Twenty years, and the day Odysseus decided to return was the eve before our plan came to fruition. The Fates were surely laughing at us.
“Did he reveal himself to you?” I asked, leaning forward.
She shook her head, a slight wrinkle of irritation pressing between her brows. “No, he kept up his strange pretense. He thinks me clueless. It is a little insulting, I must admit.”
“A little?” I scoffed, shaking my head. “Why is he doing this?”
“Because he is afraid. He does not know who he can trust.”
“So this is some kind of test?”
“Yes. He clearly wishes to see who has remained loyal to him.” Penelope’s eyes focused then as if she were seeing me for the first time since walking into her room. “You must be careful, Melantho. You cannot speak to him the way you did tonight.”
“He grabbed Eurycleia by the throat—”
“And I fear he will do far worse if provoked.”
I balled my hands into fists, refusing to acknowledge the fear twisting inside me. “He cannot simply wander back in here and start threatening us—”
“Of course he can. He is the king.”
“He hasn’t been a king for twenty years.”
“Melantho.” Penelope reached for me, gently uncurling my fingers so she could slot hers between them. “I am not saying any of this is fair. It is simply the way of things.”
My eyes prickled—with tears of sadness or anger, I couldn’t be sure. All I could see was the way Odysseus had looked at her, that desperate longing in his eyes. As if she were his salvation, his hope, his future.
“What do you think he is going to do?” I whispered.
“He’s going to kill the suitors.”
I gaped at her. “He told you that?”
Penelope toyed absently with my fingertips. “He spoke in riddles, but his intentions were clear enough. Though I do not think he has a plan of any sort. I cannot tell if it is arrogance or insanity that makes him think he can take on a hundred men alone.”
“But what of our plan? What of the pirates?”
“Our plan will go ahead. It is too late to change course now, and Odysseus will need the assistance if he truly wishes to defeat the suitors.” A strained smile pinched Penelope’s mouth. “However great the legend of Odysseus is, he is still only one man.

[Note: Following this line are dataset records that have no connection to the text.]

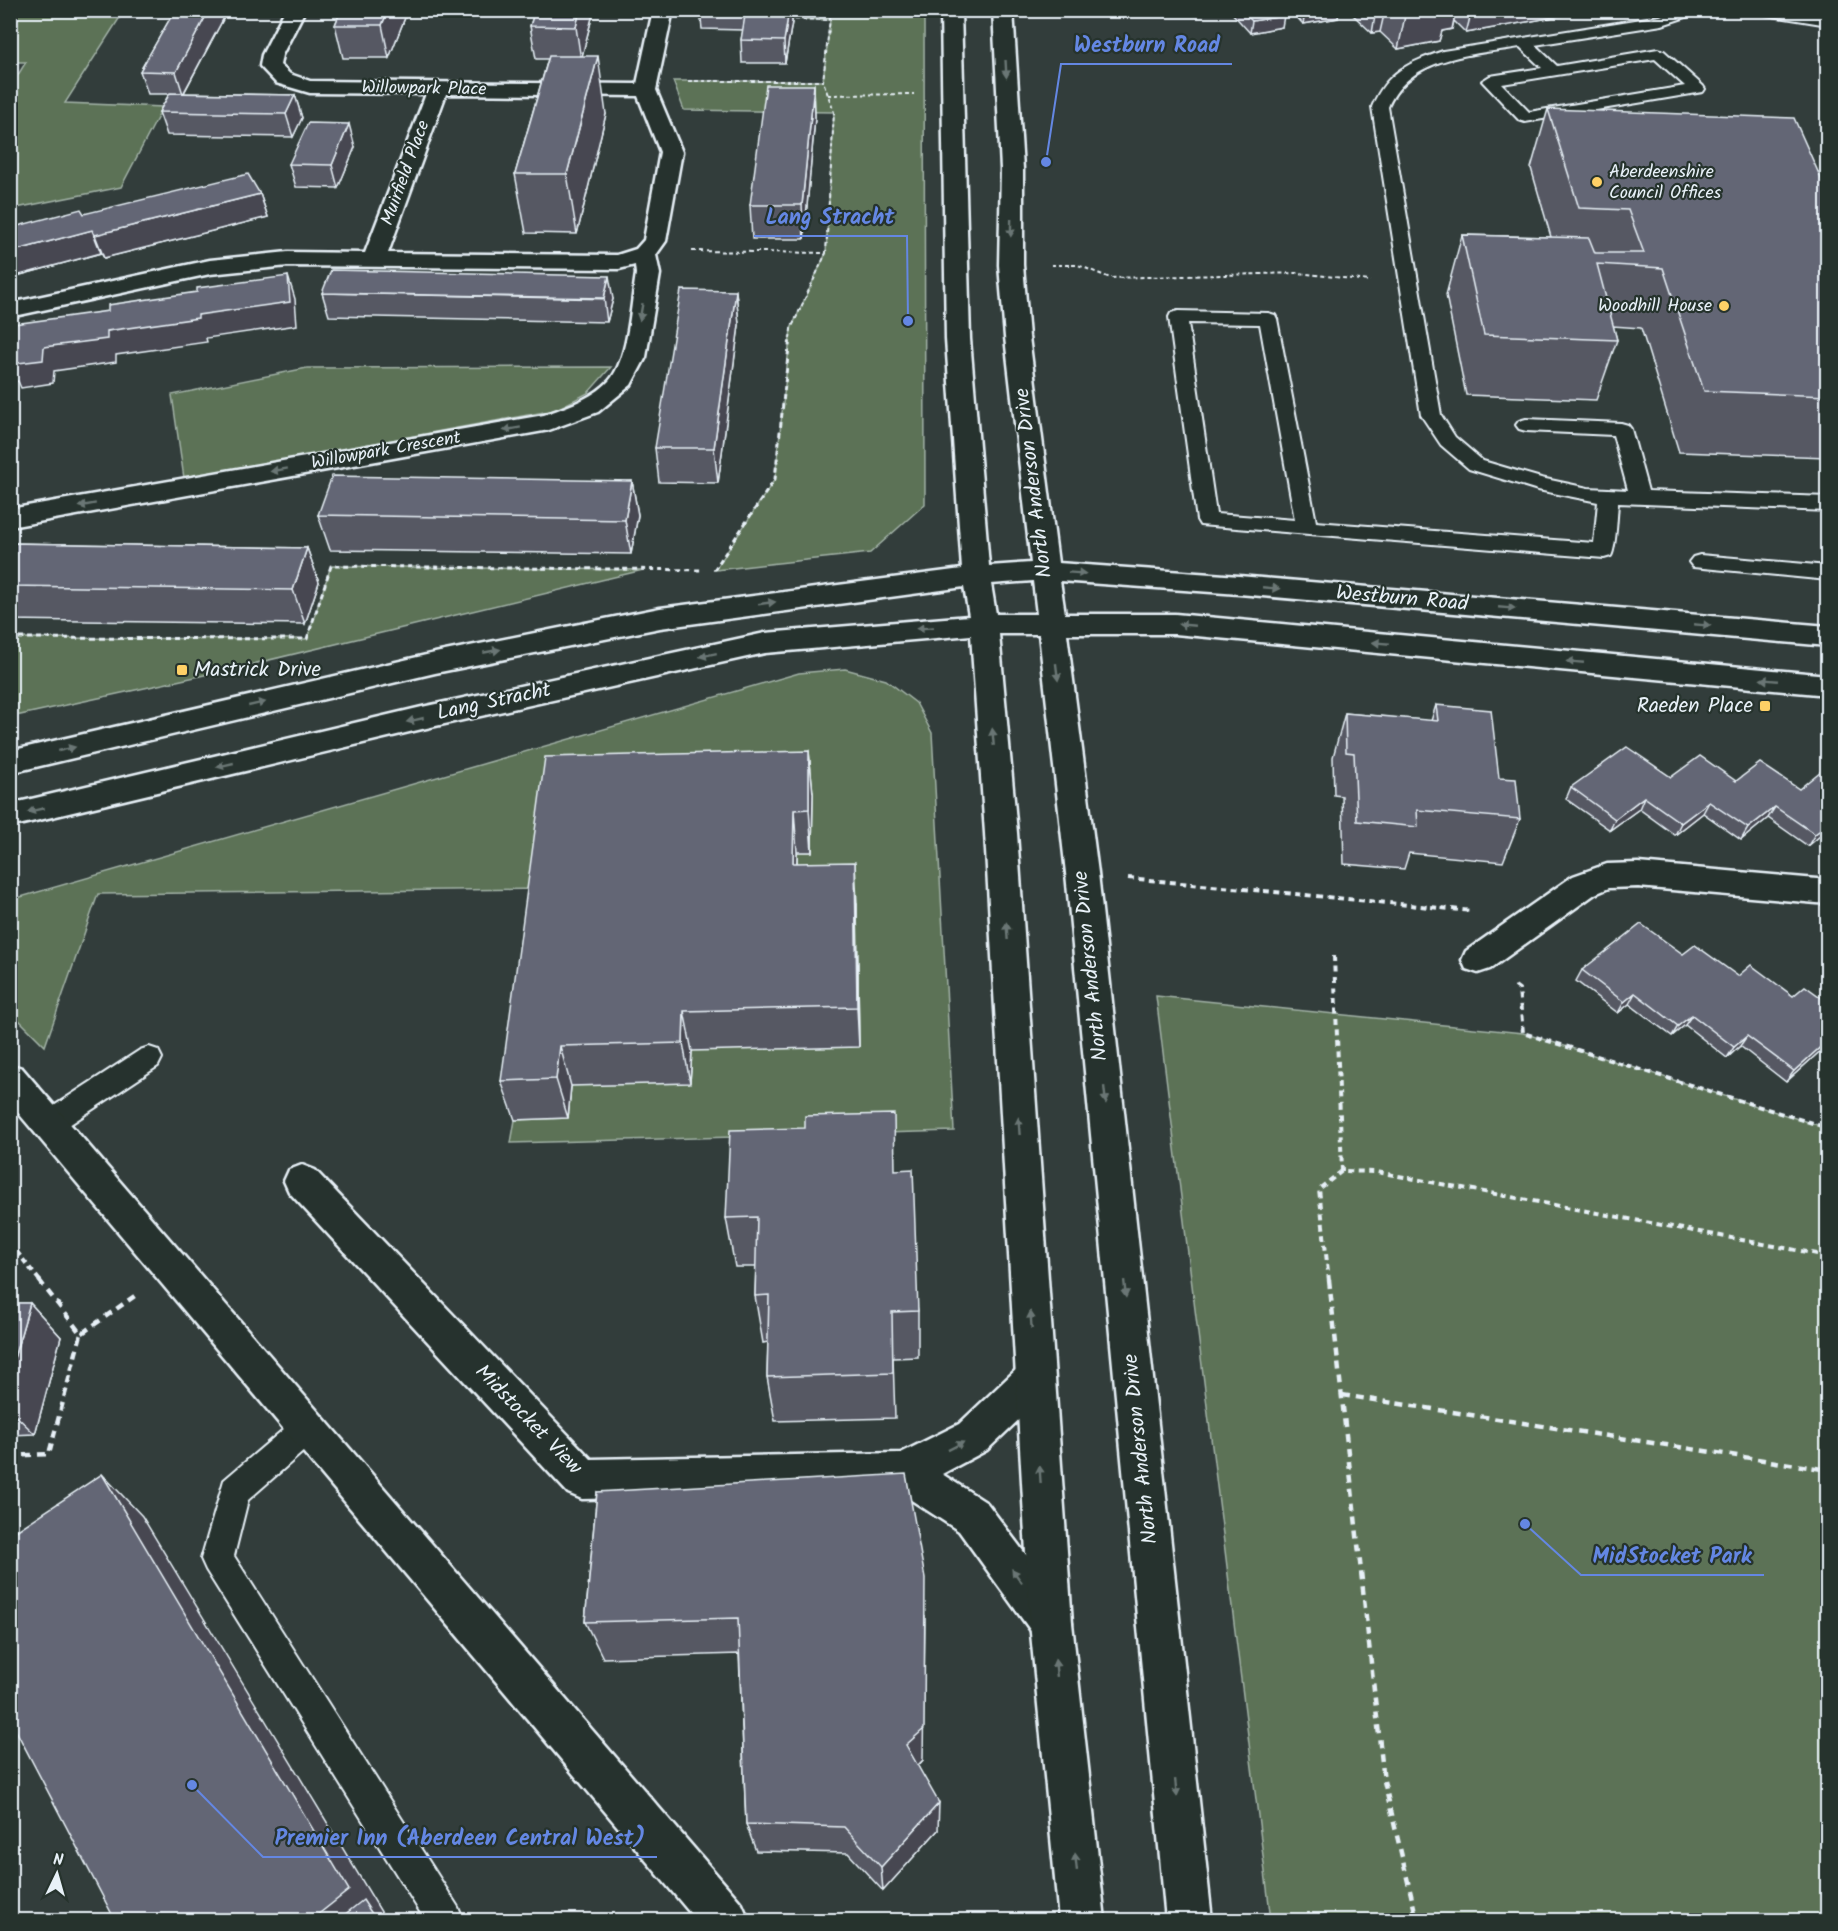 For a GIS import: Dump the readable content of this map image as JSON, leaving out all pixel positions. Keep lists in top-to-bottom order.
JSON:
{
  "streets": {
    "main road": [
      "Willowpark Place",
      "Muirfield Place",
      "Willowpark Crescent",
      "North Anderson Drive",
      "Westburn Road",
      "Lang Stracht",
      "Midstocket View"
    ]
  },
  "crossings": [
    ["Willowpark Place", "Muirfield Place"],
    ["North Anderson Drive", "Westburn Road"]
  ],
  "places": {
    "other": [
      "Westburn Road",
      "Aberdeenshire Council Offices",
      "Woodhill House",
      "Lang Stracht",
      "MidStocket Park",
      "Premier Inn (Aberdeen Central West)"
    ],
    "transit": ["Mastrick Drive", "Raeden Place"]
  },
  "north": "top"
}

I think perhaps he has forgotten that.”
“What if he discovers it was our doing—”
“He won’t,” she said firmly, her hands tightening around mine. “All threads tie Eurymachus to the pirates. Odysseus will believe it was a deal gone sour, as everyone else will.”
“And if he tries to take on the pirates himself?”
Penelope’s gaze grew heavy, drifting toward the shadows. “I cannot say what will happen.”
“What of Telemachus?”
“I believe he already knows of his father’s return. He has spent the day with Eumaeus at his home. That is where Odysseus has been staying.”
“I think Eurycleia knows too. She recognized him.” I hesitated. “Should we tell the others?”
“In the morning. There is no point worrying them tonight.”
“So what do we do now?”
Penelope drew in a slow breath. “Nothing. There is nothing we can do but wait for tomorrow.”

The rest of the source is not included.